#### [ASSIGNMENT]
Read the listing below and copy out every line that holds "南桂三街".

#### [MATERIAL FOR THIS EXERCISE]
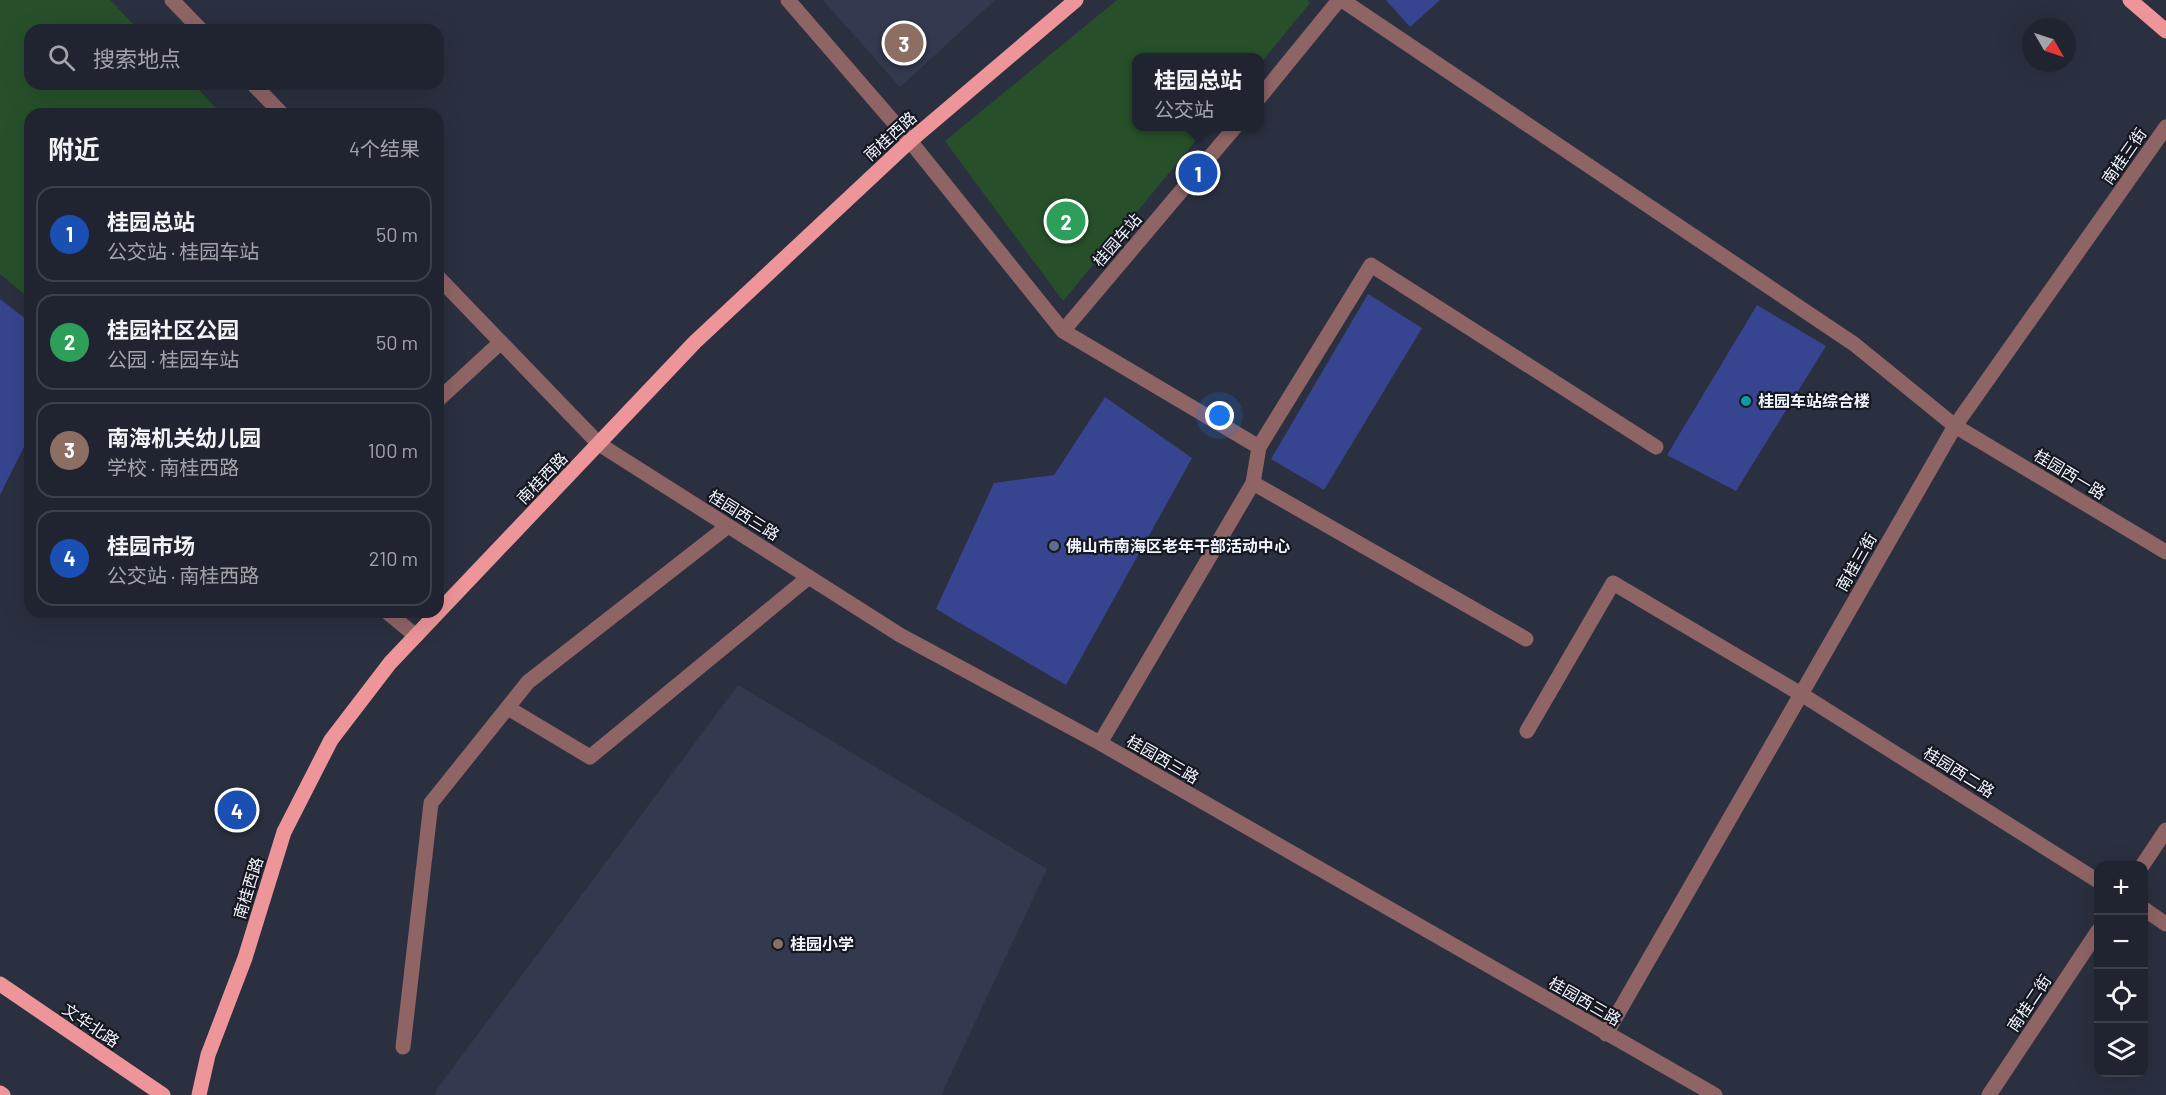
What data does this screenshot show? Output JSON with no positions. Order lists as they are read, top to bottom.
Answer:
{
  "streets": {
    "main road": ["南桂西路", "文华北路"],
    "street": [
      "南桂三街",
      "桂园车站",
      "桂园西一路",
      "桂园西三路",
      "桂园西二路",
      "南桂二街"
    ]
  },
  "crossings": [
    ["南桂西路", "桂园西三路"],
    ["南桂三街", "桂园西一路"],
    ["南桂三街", "桂园西三路"],
    ["南桂三街", "桂园西二路"]
  ],
  "places": ["桂园车站综合楼", "佛山市南海区老年干部活动中心", "桂园小学"],
  "north": "bottom right",
  "page": {
    "pins": [
      "3",
      "1",
      "2",
      "4"
    ],
    "search": "搜索地点",
    "popup": ["桂园总站", "公交站"],
    "heading": ["附近", "4个结果"],
    "list": [
      {
        "mark": "1",
        "name": "桂园总站",
        "note": "公交站 · 桂园车站",
        "value": "50 m"
      },
      {
        "mark": "2",
        "name": "桂园社区公园",
        "note": "公园 · 桂园车站",
        "value": "50 m"
      },
      {
        "mark": "3",
        "name": "南海机关幼儿园",
        "note": "学校 · 南桂西路",
        "value": "100 m"
      },
      {
        "mark": "4",
        "name": "桂园市场",
        "note": "公交站 · 南桂西路",
        "value": "210 m"
      }
    ],
    "map_buttons": ["+", "−"]
  }
}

#### [EXPECTED ANSWER]
      "南桂三街",
    ["南桂三街", "桂园西一路"],
    ["南桂三街", "桂园西三路"],
    ["南桂三街", "桂园西二路"]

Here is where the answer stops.